By Mark Miller
What you don’t know about Social Security and Medicare can hurt you.
Both of these critical retirement programs have complex rules governing when you file for benefits, interaction with employment and spousal and survivor benefits. Any one of these factors can make a difference of thousands of dollars in lifetime benefits or costs.
Here’s a quick rundown of key points to remember when navigating the sign-up process as you approach retirement age.
About half of all Americans file for Social Security when they first become eligible for benefits, at age 62. Most would be better off waiting because monthly benefits increase for every year that you wait, up to age 70.
But there’s no one-size-fits-all solution. Some who have suffered a job loss or face other emergency spending needs may have a compelling need to replace income as soon as possible; others decide to file early if they have reason to think they won’t live long enough to beat the “break-even point” when total benefits received exceed the income forgone while waiting.
Social Security’s filing rules are built around the program’s full retirement age, or FRA (currently age 66). The idea is to ensure that Social Security pays out fairly among all beneficiaries, no matter what age you file. Monthly benefits for earlier filers are reduced accordingly to avoid paying them higher lifetime benefits.
However, a focus on lifetime benefits misses the point. Social Security is intended as a source of guaranteed income to meet living expenses no matter how long you live. Most people will do better making a choice that boosts their monthly payout — especially married couples. Studies show that higher monthly benefits are helpful — even for households that have done a good job saving for retirement — in the out years in cases where one or more beneficiaries far outlive mortality averages.
Under the rules, annual benefits are reduced for most of the years you start early, based on an actuarial projection of average longevity.

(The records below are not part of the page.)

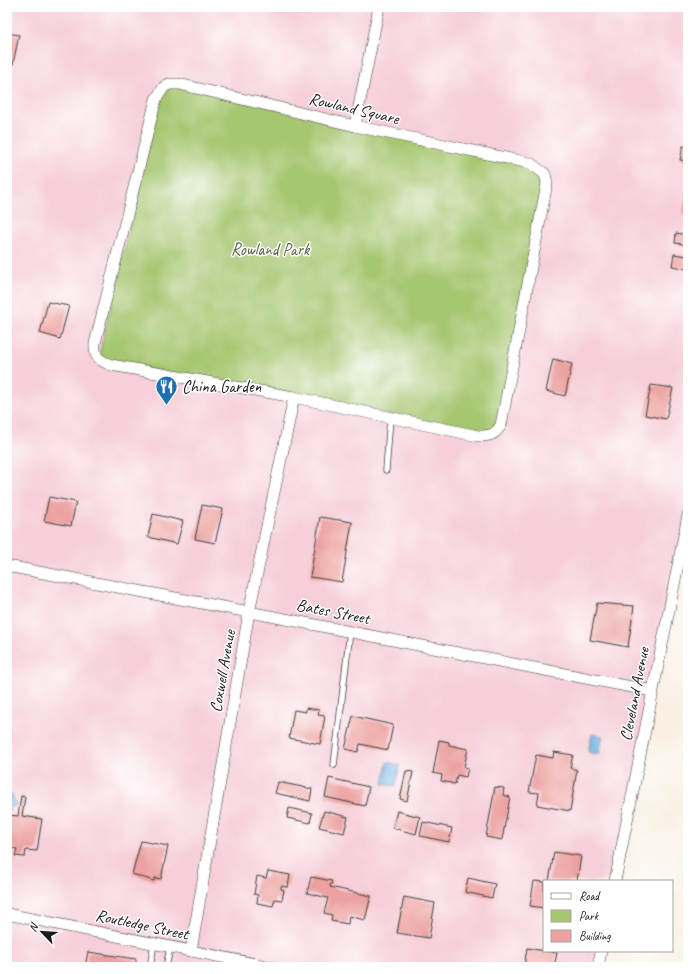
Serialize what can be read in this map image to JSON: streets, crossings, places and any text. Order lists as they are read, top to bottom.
{
  "streets": {
    "street": [
      "Rowland Square",
      "Bates Street",
      "Coxwell Avenue",
      "Cleveland Avenue",
      "Routledge Street"
    ]
  },
  "crossings": [
    ["Rowland Square", "Coxwell Avenue"],
    ["Bates Street", "Coxwell Avenue"],
    ["Bates Street", "Cleveland Avenue"],
    ["Coxwell Avenue", "Routledge Street"]
  ],
  "parks": ["Rowland Park"],
  "places": {
    "restaurant": ["China Garden"]
  },
  "legend": ["Road", "Park", "Building"],
  "north": "top left"
}
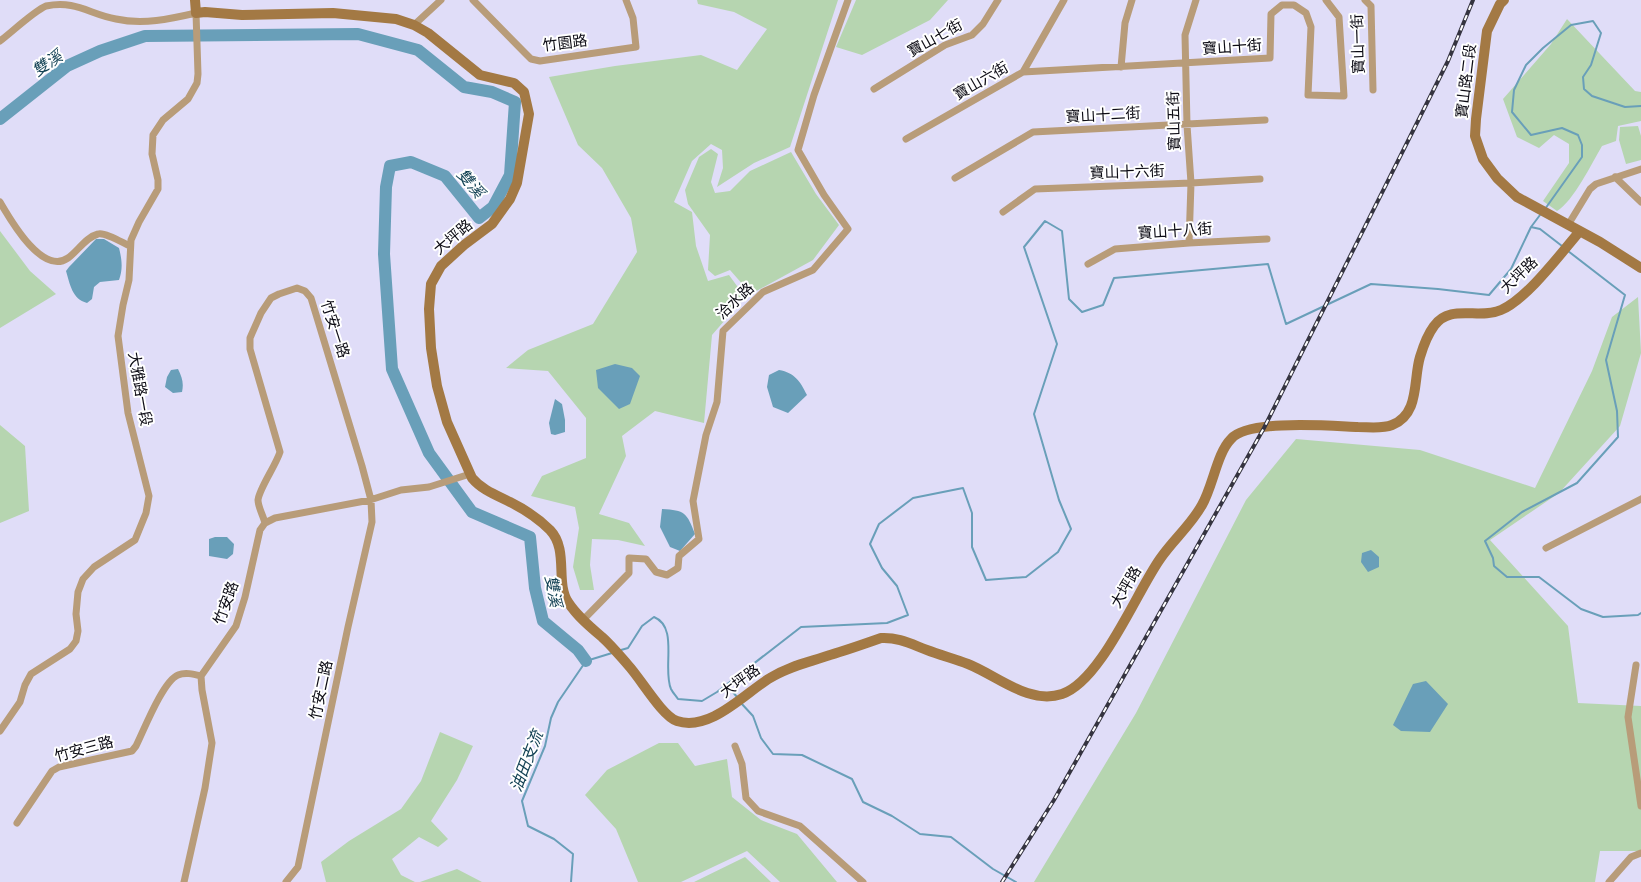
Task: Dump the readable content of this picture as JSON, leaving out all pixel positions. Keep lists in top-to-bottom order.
{
  "streets": {
    "street": [
      "寶山七街",
      "竹園路",
      "寶山一街",
      "寶山十街",
      "寶山六街",
      "寶山路二段",
      "寶山十二街",
      "寶山五街",
      "寶山十六街",
      "寶山十八街",
      "大坪路",
      "洽水路",
      "竹安一路",
      "大雅路一段",
      "竹安路",
      "竹安二路",
      "竹安三路"
    ]
  },
  "crossings": [
    ["寶山十街", "寶山六街"],
    ["寶山十街", "寶山五街"],
    ["寶山十二街", "寶山五街"],
    ["寶山五街", "寶山十六街"],
    ["寶山五街", "寶山十八街"],
    ["大坪路", "洽水路"],
    ["大坪路", "大雅路一段"],
    ["竹安一路", "竹安路"],
    ["竹安一路", "竹安二路"],
    ["竹安路", "竹安三路"]
  ],
  "water": ["雙溪", "油田支流"]
}
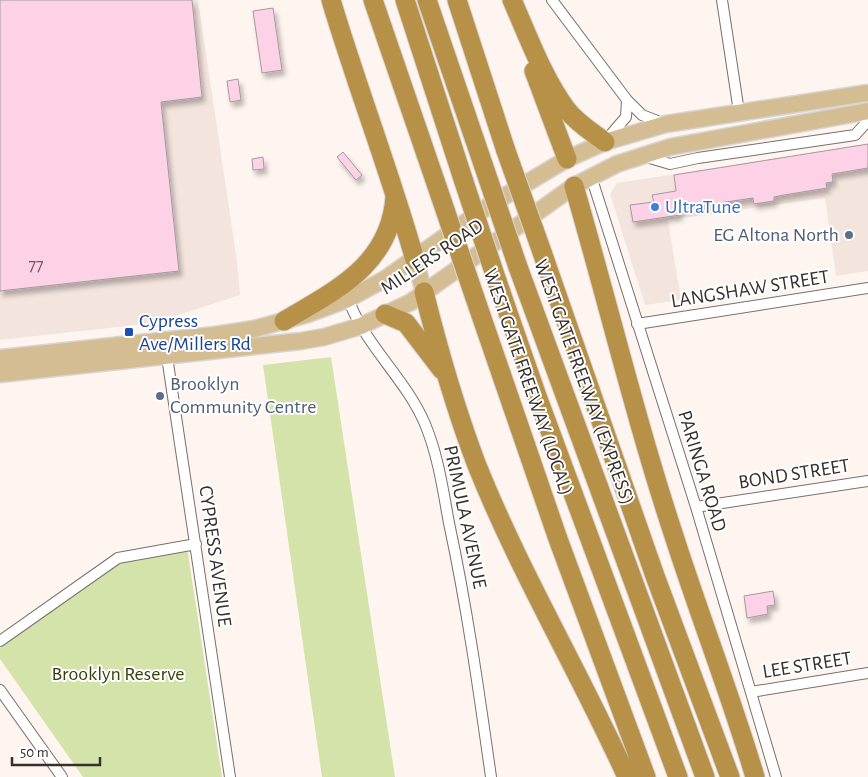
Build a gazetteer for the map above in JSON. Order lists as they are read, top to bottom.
{
  "streets": {
    "highway": ["WEST GATE FREEWAY (LOCAL)", "WEST GATE FREEWAY (EXPRESS)"],
    "main road": ["MILLERS ROAD"],
    "street": [
      "LANGSHAW STREET",
      "PARINGA ROAD",
      "BOND STREET",
      "PRIMULA AVENUE",
      "CYPRESS AVENUE",
      "LEE STREET"
    ]
  },
  "crossings": [
    ["MILLERS ROAD", "PARINGA ROAD"],
    ["MILLERS ROAD", "PRIMULA AVENUE"],
    ["MILLERS ROAD", "CYPRESS AVENUE"],
    ["LANGSHAW STREET", "PARINGA ROAD"],
    ["PARINGA ROAD", "BOND STREET"],
    ["PARINGA ROAD", "LEE STREET"]
  ],
  "parks": ["Brooklyn Reserve"],
  "places": {
    "other": ["UltraTune", "EG Altona North", "Brooklyn Community Centre"],
    "transit": ["Cypress Ave/Millers Rd"]
  },
  "house_numbers": ["77"],
  "scale_bar": "50 m"
}
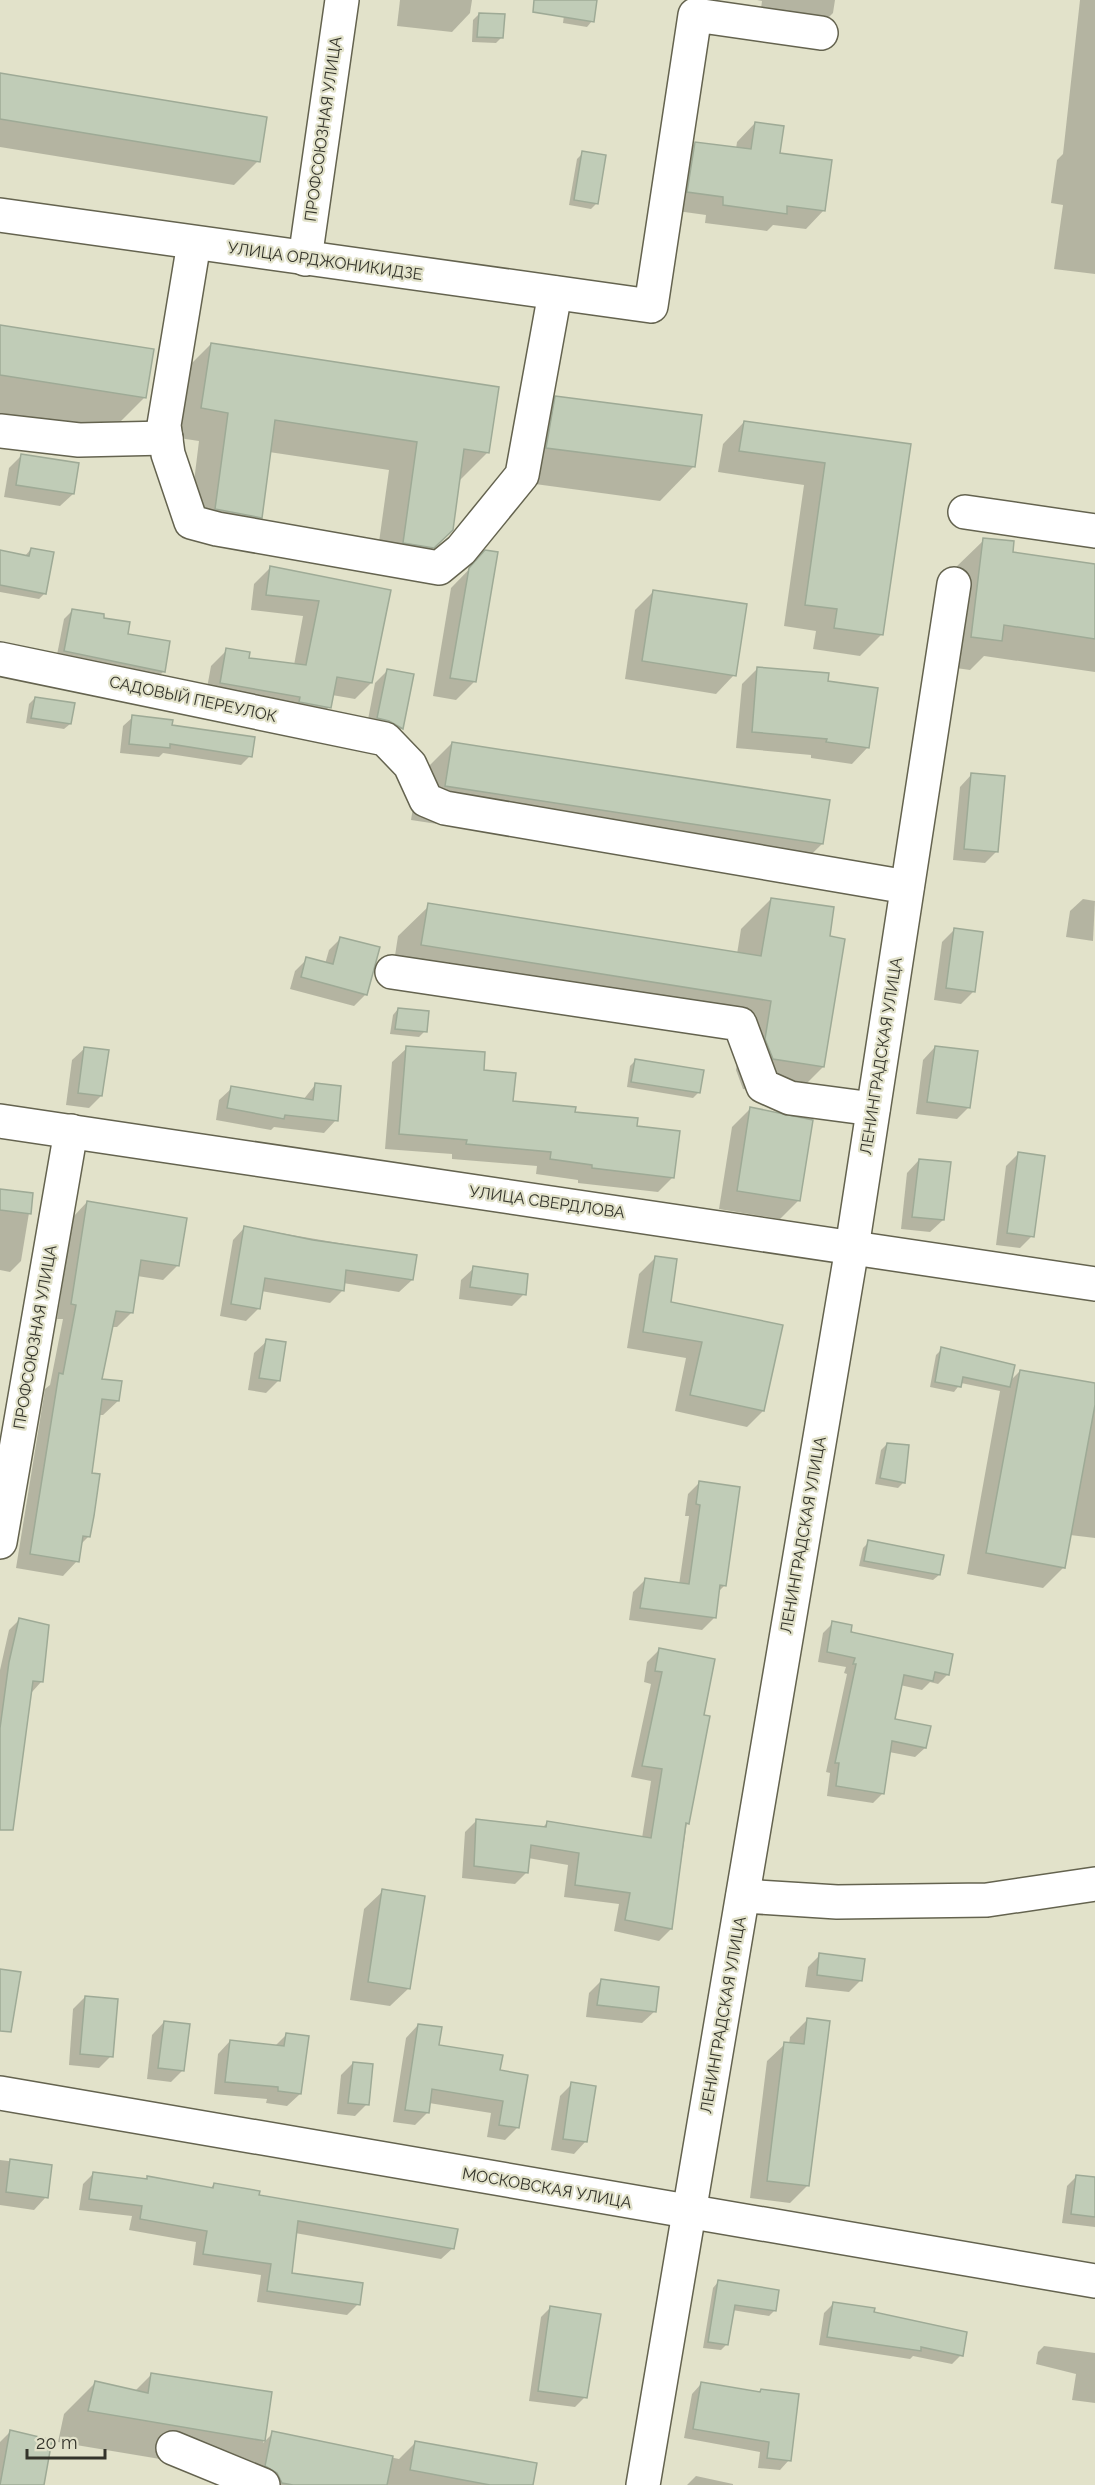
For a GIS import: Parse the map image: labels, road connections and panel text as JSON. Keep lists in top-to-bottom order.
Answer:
{
  "streets": {
    "street": [
      "ПРОФСОЮЗНАЯ УЛИЦА",
      "УЛИЦА ОРДЖОНИКИДЗЕ",
      "САДОВЫЙ ПЕРЕУЛОК",
      "ЛЕНИНГРАДСКАЯ УЛИЦА",
      "УЛИЦА СВЕРДЛОВА",
      "МОСКОВСКАЯ УЛИЦА"
    ]
  },
  "crossings": [
    ["ПРОФСОЮЗНАЯ УЛИЦА", "УЛИЦА ОРДЖОНИКИДЗЕ"],
    ["ПРОФСОЮЗНАЯ УЛИЦА", "УЛИЦА СВЕРДЛОВА"],
    ["САДОВЫЙ ПЕРЕУЛОК", "ЛЕНИНГРАДСКАЯ УЛИЦА"],
    ["ЛЕНИНГРАДСКАЯ УЛИЦА", "УЛИЦА СВЕРДЛОВА"],
    ["ЛЕНИНГРАДСКАЯ УЛИЦА", "МОСКОВСКАЯ УЛИЦА"]
  ],
  "scale_bar": "20 m"
}
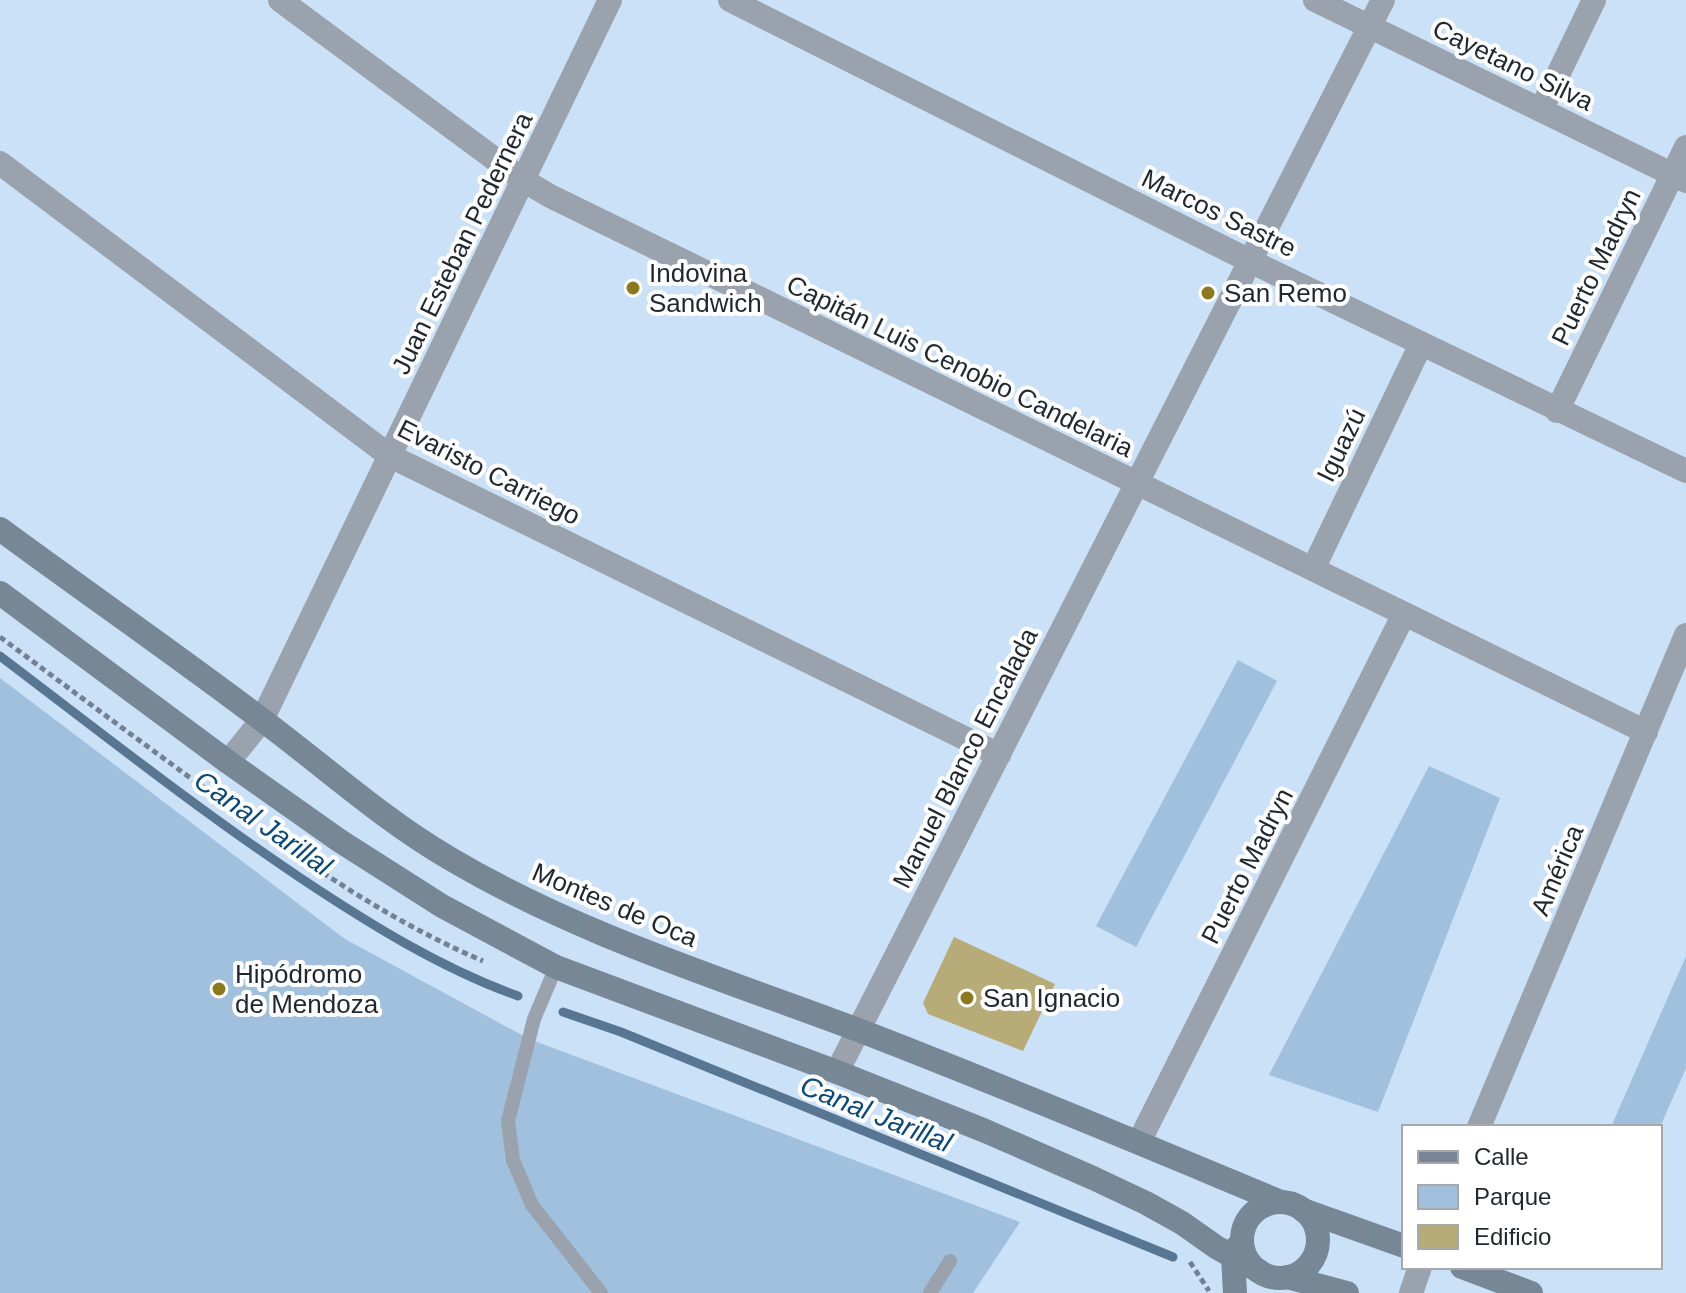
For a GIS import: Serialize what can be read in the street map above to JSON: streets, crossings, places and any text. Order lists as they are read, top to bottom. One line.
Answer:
{"streets":{"main road":["Montes de Oca"],"street":["Cayetano Silva","Marcos Sastre","Juan Esteban Pedernera","Puerto Madryn","Capitán Luis Cenobio Candelaria","Iguazú","Evaristo Carriego","Manuel Blanco Encalada","América"]},"crossings":[["Cayetano Silva","Puerto Madryn"],["Cayetano Silva","Manuel Blanco Encalada"],["Marcos Sastre","Puerto Madryn"],["Marcos Sastre","Iguazú"],["Marcos Sastre","Manuel Blanco Encalada"],["Juan Esteban Pedernera","Capitán Luis Cenobio Candelaria"],["Juan Esteban Pedernera","Evaristo Carriego"],["Juan Esteban Pedernera","Montes de Oca"],["Puerto Madryn","Capitán Luis Cenobio Candelaria"],["Puerto Madryn","Montes de Oca"],["Capitán Luis Cenobio Candelaria","Iguazú"],["Capitán Luis Cenobio Candelaria","Manuel Blanco Encalada"],["Capitán Luis Cenobio Candelaria","América"],["Evaristo Carriego","Manuel Blanco Encalada"],["Manuel Blanco Encalada","Montes de Oca"]],"water":["Canal Jarillal"],"places":["Indovina Sandwich","San Remo","Hipódromo de Mendoza","San Ignacio"],"legend":["Calle","Parque","Edificio"]}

For a 62-year-old, the net effect will be a 25 percent permanent reduction of annual benefits. On the other hand, your benefit will be bumped up by 8 percent for every year that you delay filing beyond the FRA up until age 70, after which credits for waiting no longer are awarded.
Married people sometimes put on the blinders when it comes to Social Security. That’s a mistake because the program rules include valuable benefits for spouses and surviving widows. The survivor rules permit widows to receive up to 100 percent of a deceased spouse’s benefit or her own benefit, whichever is greater; the spousal rules permit receiving the greater of her own benefit or up to half of a living spouse’s benefit.
The upshot of the survivor rule: Couples usually benefit when the spouse with the higher lifetime earning history (which translates into a larger Social Security benefit) delays filing. That’s most often the man — and men can expect their wives to outlive them. A delayed filing by the higher-earning husband usually sets the stage for the widow to receive a higher benefit down the road, after his death.
Couples can benefit by considering a range of options. Should one or the other spouse start benefits early, should both delay, or should both file early? Most often, couples will benefit if the higher-benefit spouse delays filing to earn delayed credits. Divorced people also can qualify for a spousal benefit based on the ex-spouse’s wage history if they meet certain criteria.
Medicare eligibility still begins at 65, and sign-up is automatic if you’re already receiving Social Security benefits. If not, it’s important to sign up sometime in the three months before you turn 65 up through the three months following. In fact, failing to do so can lead to expensive premium penalties.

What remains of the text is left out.